3D model data analysis
Model generation
First, the pre-operative and post-operative CT data were collected and the tomographic pictures of the whole spine of the patient were input into Mimics Medical 21.0 (Material NV, Leuven, Belgium) to create the 3D models with a threshold value of 226–3,071 HU (Figure 1). In general, the staining of the whole spine was completed when the staining threshold was around 200 HU.
Model trimming
After color removal, the skull, ribs, and pelvis were still visible. To facilitate the model reconstruction and 3D analysis, excess skulls, ribs, and pelvis were removed by trimming with the mask edit tool. At this time, a basic 3D model was generated (Figure 2A). For patients with AIS and PAIS associated with simple syringomyelia, as the fixed segment for surgical treatment was generally not higher than the T2 vertebral body, C1–C7 and T1–L5 segments were selected for the spine construction. Finally, on the coronal CT scan, the ribs were excised by about 1 cm along the side of the scoliosis with the cutting function. However, a small part of the ribs and the rib heads might remain after this operation. As this study sought to examine the reconstruction and analyze the internal wall of the spinal canal, no treatment could be performed that would affect the reconstruction of the spinal canal or the positioning of the marks. Otherwise, the ribs were erased at the thoracic rib joints when the vertebral body plane was trimmed.
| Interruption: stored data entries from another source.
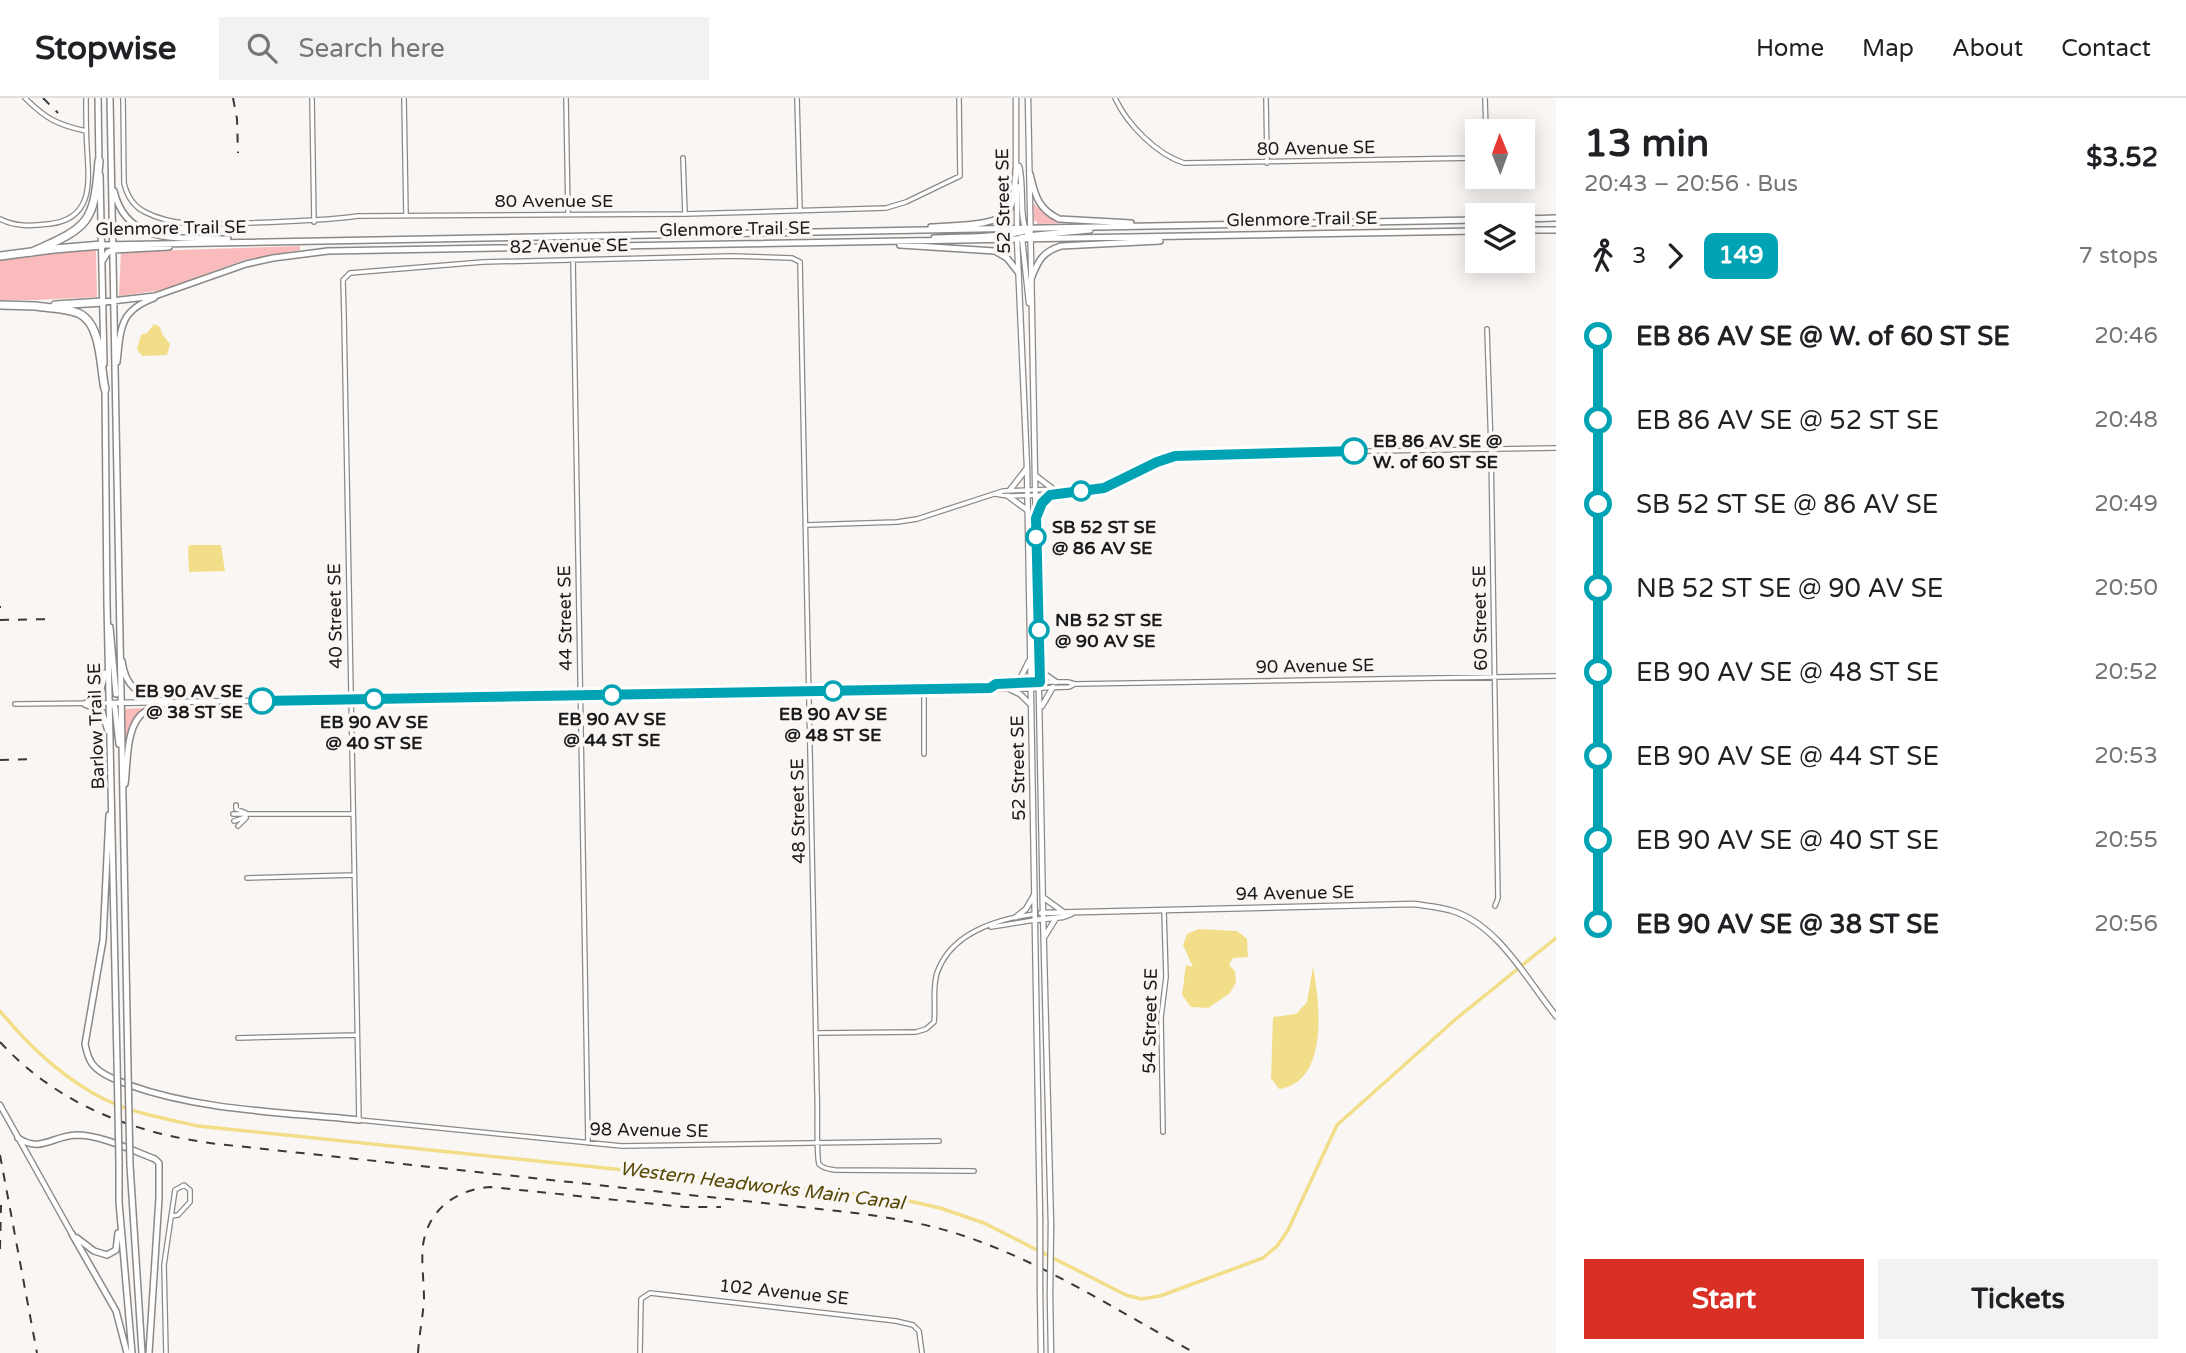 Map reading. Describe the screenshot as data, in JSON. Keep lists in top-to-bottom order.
{
  "streets": {
    "highway": ["Glenmore Trail SE"],
    "main road": [
      "52 Street SE",
      "90 Avenue SE",
      "Barlow Trail SE",
      "94 Avenue SE"
    ],
    "street": [
      "80 Avenue SE",
      "82 Avenue SE",
      "40 Street SE",
      "44 Street SE",
      "60 Street SE",
      "48 Street SE",
      "54 Street SE",
      "98 Avenue SE",
      "102 Avenue SE"
    ]
  },
  "crossings": [
    ["52 Street SE", "Glenmore Trail SE"],
    ["52 Street SE", "90 Avenue SE"],
    ["52 Street SE", "94 Avenue SE"],
    ["Glenmore Trail SE", "Barlow Trail SE"],
    ["82 Avenue SE", "40 Street SE"],
    ["82 Avenue SE", "44 Street SE"],
    ["82 Avenue SE", "48 Street SE"],
    ["40 Street SE", "90 Avenue SE"],
    ["40 Street SE", "98 Avenue SE"],
    ["44 Street SE", "90 Avenue SE"],
    ["44 Street SE", "98 Avenue SE"],
    ["60 Street SE", "90 Avenue SE"],
    ["90 Avenue SE", "Barlow Trail SE"],
    ["90 Avenue SE", "48 Street SE"],
    ["48 Street SE", "94 Avenue SE"],
    ["48 Street SE", "98 Avenue SE"],
    ["94 Avenue SE", "54 Street SE"]
  ],
  "water": ["Western Headworks Main Canal"],
  "places": [
    "EB 86 AV SE @ W. of 60 ST SE",
    "SB 52 ST SE @ 86 AV SE",
    "NB 52 ST SE @ 90 AV SE",
    "EB 90 AV SE @ 48 ST SE",
    "EB 90 AV SE @ 44 ST SE",
    "EB 90 AV SE @ 40 ST SE",
    "EB 90 AV SE @ 38 ST SE"
  ],
  "lines": ["bus line 149"],
  "north": "top",
  "page": {
    "header": "Stopwise",
    "search": "Search here",
    "nav": [
      "Home",
      "Map",
      "About",
      "Contact"
    ],
    "heading": ["13 min", "20:43 – 20:56 · Bus", "$3.52"],
    "legs": ["3", "149", "7 stops"],
    "list": [
      {
        "name": "EB 86 AV SE @ W. of 60 ST SE",
        "value": "20:46"
      },
      {
        "name": "EB 86 AV SE @ 52 ST SE",
        "value": "20:48"
      },
      {
        "name": "SB 52 ST SE @ 86 AV SE",
        "value": "20:49"
      },
      {
        "name": "NB 52 ST SE @ 90 AV SE",
        "value": "20:50"
      },
      {
        "name": "EB 90 AV SE @ 48 ST SE",
        "value": "20:52"
      },
      {
        "name": "EB 90 AV SE @ 44 ST SE",
        "value": "20:53"
      },
      {
        "name": "EB 90 AV SE @ 40 ST SE",
        "value": "20:55"
      },
      {
        "name": "EB 90 AV SE @ 38 ST SE",
        "value": "20:56"
      }
    ],
    "buttons": ["Start", "Tickets"]
  }
}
After that, the preliminary model generation was complete.
Model refinement
The internal defects and extra parts of the bone tissue were trimmed one by one. Three-plane positioning was performed through slice intersection; that is, after a certain position point was selected on a certain plane, the other two planes simultaneously displayed the position of the point on the plane, which was used for the 3D positioning of the multi-plane identical mark points. The planes were located at the sagittal midline, the horizontal plane was located at the lowest point of L5, and the model was repaired layer by layer upward. If the transverse section of L5 was shown on the horizontal plane and defects were found in the staining, the blank space was stained with a 3–5 mm circular staining pen using an independent staining device, and the color applied by the staining device was the same as the staining threshold value; if redundant staining was found (e.g., if the staining range around the vertebral bodies was too large, or significant adhesion was caused between the intervertebral spaces due to excessively low threshold selection), and the vertebral bodies could not be identified, or the boundary was blurred due to the irregular shape of the spinal canal, the erase function would be used to remove the redundant staining around the vertebral bodies and inside the spinal canal, and the inside of the spinal canal and the contour would be depicted with an independent staining device to ensure the accuracy of the subsequent measurements. The operation was repeated at all segments. In one case, to ensure that all the vertebral bodies were completely stained and that all the spinal canal contours were clear and identifiable, without redundancy or staining leakage, a completed 3D model reconstruction of scoliosis was generated after the completion of the internal repair of the vertebral bodies and the trimming of the spinal canal contours (Figure 2B).
Model cutting
The CT plane was re-sliced along the curve according to the spinal morphology. Using the cutting function, each vertebral body was cut on the pedicle plane, which was the plane passing through the midpoint of the sagittal pedicle and parallel to the upper endplate, which simulated the plane of the insertion angle of the pedicle screws to facilitate the determination of the spinal canal position (Figure 3).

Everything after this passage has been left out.